**TASK BRIEF**:
The response must contain every line from the records below that has "solid".

** DATA EXCERPTS follows **

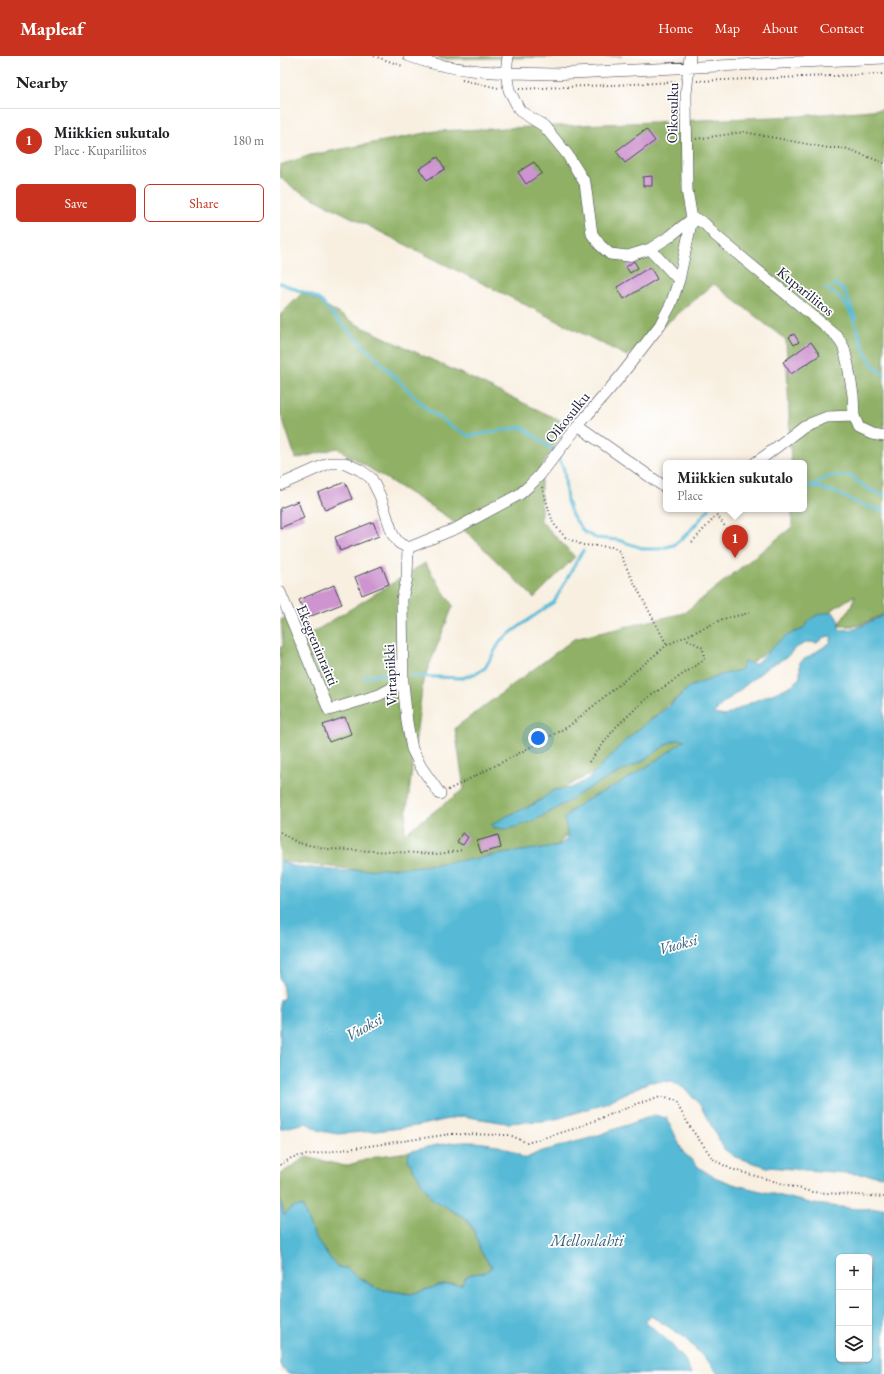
<!DOCTYPE html>
<html lang="en">
<head>
<meta charset="utf-8">
<style>
	:root { --surface:#fff; --page:#f6f6f6; --text:#202124; --muted:#757577; --line:#e0e0e0; --accent:#c8321e }
	body { margin:0; font-family:"EB Garamond",serif; background:var(--page); color:var(--text) }
	.controls { position:absolute; right:12px; bottom:12px; display:grid; overflow:hidden; border-radius:6px; box-shadow:0 1px 3px #0004 }
	.controls button { width:36px; height:36px; display:grid; place-items:center; padding:0; border:0; border-bottom:1px solid var(--line); background:var(--surface); color:var(--text); font:20px sans-serif }
	.you { position:absolute; left:258px; top:682px; width:14px; height:14px; margin:-10px; border:3px solid #fff; border-radius:50%; background:#1a73e8; box-shadow:0 0 0 6px #1a73e833 }
	.badge { display:grid; place-items:center; width:26px; height:26px; border-radius:50%; background:var(--accent); color:#fff; font-size:13px; font-weight:700 }
	.pin { position:absolute; translate:-50% -33px; filter:drop-shadow(0 1px 2px #0008) }
	.pin::after { content:''; position:absolute; top:21px; width:14px; height:12px; background:inherit; clip-path:polygon(0 0,100% 0,50% 100%) }
	.popup { position:absolute; left:383px; top:404px; width:144px; height:52px; box-sizing:border-box; display:grid; place-content:center; border-radius:6px; background:var(--surface); filter:drop-shadow(0 1px 3px #0005); font-size:13px; white-space:nowrap; color:var(--muted) }
	.popup b { font-size:15px; color:var(--text) }
	.popup::after { content:''; position:absolute; left:50%; top:100%; margin-left:-8px; border:8px solid transparent; border-top-color:var(--surface) }
	.list { margin:0; padding:0; list-style:none }
	h2 { display:flex; justify-content:space-between; align-items:center; height:52px; margin:0; padding:0 16px; font-size:17px }
	h2 small { font-size:13px; font-weight:400; color:var(--muted) }
	.list li { display:grid; grid-template-columns:26px 1fr auto; gap:12px; align-items:center; box-sizing:border-box; height:64px; padding:0 16px; border-top:1px solid var(--line) }
	.list b { display:block; font-size:15px; white-space:nowrap }
	.list p { margin:0; font-size:13px; white-space:nowrap; color:var(--muted) }
	.list em { font-size:13px; font-style:normal; color:var(--muted) }
	.actions { display:flex; gap:8px; padding:12px 16px }
	.actions a { flex:1; padding:9px 0; border:1px solid var(--accent); border-radius:6px; text-align:center; font-size:14px; color:var(--accent) }
	.actions .main { background:var(--accent); color:#fff }
	.icon { flex:none; width:22px; height:22px; fill:none; stroke:currentColor; stroke-width:2; stroke-linecap:round; stroke-linejoin:round }
	.map { position:relative; flex:none; width:604px; height:1318px; overflow:hidden }
	header { display:flex; align-items:center; gap:24px; box-sizing:border-box; height:56px; padding:0 20px; background:var(--accent); color:#fff }
	header strong { font-size:19px }
	nav { display:flex; gap:22px; margin-inline-start:auto; font-size:14px }
	main { display:flex }
	aside { flex:1; background:var(--surface) }
	.map>svg:first-child { display:block }
	.forest { fill:#8fb065; stroke:#586950 }
	.water { fill:#57bad6; stroke:#3c6e88; fill-rule:evenodd }
	.lines { fill:none; stroke-linecap:round; stroke-linejoin:round }
	.stream { stroke:#57bad6; stroke-width:3 }
	.building { fill:#cd94cf }
	.minor-casing { stroke:#424154; stroke-width:12 }
	.path { stroke:#424154; stroke-width:2; stroke-dasharray:1 3; stroke-linecap:butt }
	.minor { stroke:#fff; stroke-width:11 }
	.labels { text-anchor:middle; dominant-baseline:central; stroke-width:3.5; stroke-linejoin:round; paint-order:stroke }
	.street-label { font-size:15px; fill:#22223b; stroke:#fff }
	.water-label { font-size:16px; font-style:italic; fill:#375f79; stroke:#fff }
</style>
</head>
<body>
<header>
<strong>Mapleaf</strong>
<nav><a>Home</a><a>Map</a><a>About</a><a>Contact</a></nav>
</header>
<main>
<aside>
<h2>Nearby<small></small></h2>
<ul class="list">
<li><span class="badge">1</span><div><b>Miikkien sukutalo</b><p>Place · Kupariliitos</p></div><em>180 m</em></li>
</ul>
<div class="actions"><a class="main">Save</a><a>Share</a></div>
</aside>
<div class="map">
<svg width="604" height="1318" viewBox="0 0 604 1318">
	<rect width="100%" height="100%" fill="#fff"/>
	<filter id="ink" filterUnits="userSpaceOnUse"><feTurbulence type="fractalNoise" baseFrequency=".025" numOctaves="2"/><feDisplacementMap in="SourceGraphic" scale="8" xChannelSelector="R" yChannelSelector="G"/><feConvolveMatrix kernelMatrix="1 2 1 2 8 2 1 2 1" color-interpolation-filters="sRGB"/></filter>
	<filter id="wash" filterUnits="userSpaceOnUse"><feTurbulence type="fractalNoise" baseFrequency=".012" numOctaves="4" result="noise"/><feDisplacementMap in="SourceGraphic" scale="16" xChannelSelector="R" yChannelSelector="G"/><feGaussianBlur stdDeviation="0.9" result="paint"/><feColorMatrix in="noise" values="0 0 0 0 0 0 0 0 0 0 0 0 0 0 0 0 0 1.4 0 .05"/><feComposite in="paint" operator="in"/></filter>
	<g filter="url(#wash)">
		<rect width="100%" height="100%" fill="#f8efe0"/>
		<path class="forest" d="M156 0H342L162 3Z
			M604 53V558L580 569 575 570H557L571 551 575 539 459 614 411 630 346 684 339 696 325 711 265 741 212 772 228 770 408 673 415 677 386 702 289 756V776L278 789 210 802 135 813 87 815 0 805V591H3L1 564 16 554 32 577 145 507 173 550 143 625 124 778 184 733 175 672 294 583 404 557 512 471V453H524V407H511L506 284 434 228 347 300 15 133 0 121V109L31 99 156 75 518 60Z
			M23 236 78 269 288 368 261 412V465L295 501 254 542 191 480 163 458 57 392 16 403 1 359H0V259Z
			M129 1096V1105L139 1121 171 1154 187 1163 195 1177 200 1194 212 1212 205 1216 188 1219 181 1229 172 1228 158 1230 131 1238 98 1233 76 1220 66 1212 58 1211C41 1194 29 1172 23 1150L4 1160 0 1143V1118L26 1101 65 1110 99 1100Z"/>
		<path class="water" d="M553 556 559 565V574L575 573 604 559V1120L487 1111 455 1101 444 1093 420 1049 405 1033 392 1025 369 1026 325 1047 280 1062 264 1065 226 1067 182 1060 137 1070 96 1075 58 1078 40 1075 26 1067 0 1073V944L4 942 2 926 0 923V805L13 810 61 815 134 811 199 802 240 795 277 790 287 784V774L284 763C299 744 317 740 338 728 362 715 384 699 405 684 390 681 379 696 366 703 347 713 328 722 309 732 291 743 231 786 211 769L227 760 255 748 274 734 291 732 307 724 350 680 388 651 409 631 447 617 461 614 464 606 475 608C492 595 500 578 522 574 532 559 537 558 553 556ZM552 580 550 587 520 606V621L512 629 497 636 472 646 445 660 434 658 439 651 489 610 507 601 514 593 527 586 537 587 544 581Z
			M375 1059 387 1062 403 1096 421 1113 434 1121 456 1129 534 1148 578 1153 604 1152V1318H438L432 1310 404 1281 371 1260 365 1265 388 1285 405 1304 411 1318H8L0 1309V1143L4 1159 13 1151 23 1150C29 1172 41 1194 58 1211L66 1212 76 1220 98 1233 131 1238 158 1230 172 1228 181 1229 188 1219 205 1216 212 1211 200 1194 195 1177 187 1163 152 1143 128 1104 129 1096C166 1085 211 1078 245 1103L259 1096 310 1082ZM559 1201H589V1303H559Z"/>
		<g class="lines">
			<path class="stream" d="M0 227 35 241 41 245 50 256 148 354 172 371 190 380 243 371 274 395
				M553 227 564 234 572 253 576 263
				M545 232C581 248 573 285 594 310 597 314 601 316 604 318
				M279 402 284 414 287 445 292 459 304 476 316 482 338 484 365 493H379L394 489 409 476 429 453
				M524 430C539 431 539 423 548 421 556 419 564 420 572 420 580 429 592 436 604 439
				M532 430 554 436 585 450 604 455
				M132 620 182 622 197 617 205 612 221 584 244 567 274 546 300 499 303 495
				M84 621 101 618 118 620"/>
		</g>
		<g id="blocks">
			<path class="building" d="M366 73 375 85 345 107 336 95Z
				M158 101 165 113 147 124 139 113Z
				M254 106 262 117 246 128 238 116Z
				M372 120V130H363V121Z
				M354 205 358 212 350 217 346 211Z
				M370 211 377 223 344 243 337 231Z
				M514 278 519 286 514 289 509 281Z
				M531 286 540 299 511 318 503 306Z
				M65 426 72 443 45 454 38 437Z
				M18 445 24 462 0 472V452Z
				M93 466 99 480 60 495 55 481Z
				M102 510 109 528 82 539 75 521Z
				M54 529 62 548 26 562 19 544Z
				M65 661 71 678 49 686 43 669Z
				M182 777 188 781 183 789 177 786Z
				M218 779 221 792 201 797 197 785Z"/>
		</g>
	</g>
	<g filter="url(#ink)">
		<use href="#blocks" fill-opacity="0" stroke="#424154" stroke-width="1"/>
		<g class="lines">
			<g class="minor-casing">
				<path id="minor" d="M129 0C174 17 224 17 272 18L604 2
					M228 0 226 17 229 34 240 55 264 70 287 98 305 127 312 178 320 189 330 198 348 200 370 193 389 181 412 163H417L425 168 436 180 557 280 564 292 568 309 573 339 574 360
					M370 193 399 224
					M298 370 386 432
					M475 407 485 400 524 370 547 361 574 360 579 372 592 378 604 380
					M0 429 49 407H65L80 414 91 422 100 440 113 479 119 487 128 492 177 472 240 438 250 429 259 420 298 370 339 322 380 269 391 248 399 224 412 163 407 134 406 38 410 0
					M128 492 127 522 122 543 123 626 127 666 132 693 141 711 160 738
					M0 536 49 654 99 639 123 626"/>
			</g>
			<path class="path" d="M94 0 123 10
				M182 24 219 32
				M417 25 604 18
				M239 33 398 26
				M416 83 464 76 548 92H565L604 107
				M262 431 273 467 285 481 302 489 333 491 339 495 349 517 387 589
				M437 459 459 491
				M412 486 437 459 441 453
				M309 706 336 671 366 643 424 604 423 592 405 582
				M168 734 232 701 289 670 387 589 443 563 469 557
				M0 776 18 787 49 793 159 798 183 794
				M0 1109 13 1101 171 1078 230 1079 247 1087 293 1073 380 1039 395 1045 412 1074 434 1104 451 1113 532 1136 604 1141"/>
			<use href="#minor" class="minor"/>
		</g>
	</g>
	<g class="labels">
		<g class="street-label">
			<text transform="translate(392 57) rotate(-89)">Oikosulku</text>
			<text transform="translate(526 235) rotate(39)">Kupariliitos</text>
			<text transform="translate(287 361) rotate(-51)">Oikosulku</text>
			<text transform="translate(38 589) rotate(67)">Ekegreninraitti</text>
			<text transform="translate(110 619) rotate(-93)">Virtapiikki</text>
		</g>
		<g class="water-label">
			<text transform="translate(398 888) rotate(-15)">Vuoksi</text>
			<text transform="translate(84 971) rotate(-29)">Vuoksi</text>
			<text x="307" y="1184">Mellonlahti</text>
		</g>
	</g>
</svg>
<div class="controls">
<button>+</button>
<button>−</button>
<button><svg class="icon" aria-label="layers" viewBox="0 0 24 24"><path d="M12 4l9 5-9 5-9-5zM3 14l9 5 9-5"/></svg></button>
</div>
<div class="you"></div>
<div class="pin badge" style="left:455px;top:502px">1</div>
<div class="popup"><b>Miikkien sukutalo</b>Place</div>
</div>
</main>
</body>
</html>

** End of DATA EXCERPTS **

**PROBLEM SOLUTION**:
	.controls button { width:36px; height:36px; display:grid; place-items:center; padding:0; border:0; border-bottom:1px solid var(--line); background:var(--surface); color:var(--text); font:20px sans-serif }
	.you { position:absolute; left:258px; top:682px; width:14px; height:14px; margin:-10px; border:3px solid #fff; border-radius:50%; background:#1a73e8; box-shadow:0 0 0 6px #1a73e833 }
	.popup::after { content:''; position:absolute; left:50%; top:100%; margin-left:-8px; border:8px solid transparent; border-top-color:var(--surface) }
	.list li { display:grid; grid-template-columns:26px 1fr auto; gap:12px; align-items:center; box-sizing:border-box; height:64px; padding:0 16px; border-top:1px solid var(--line) }
	.actions a { flex:1; padding:9px 0; border:1px solid var(--accent); border-radius:6px; text-align:center; font-size:14px; color:var(--accent) }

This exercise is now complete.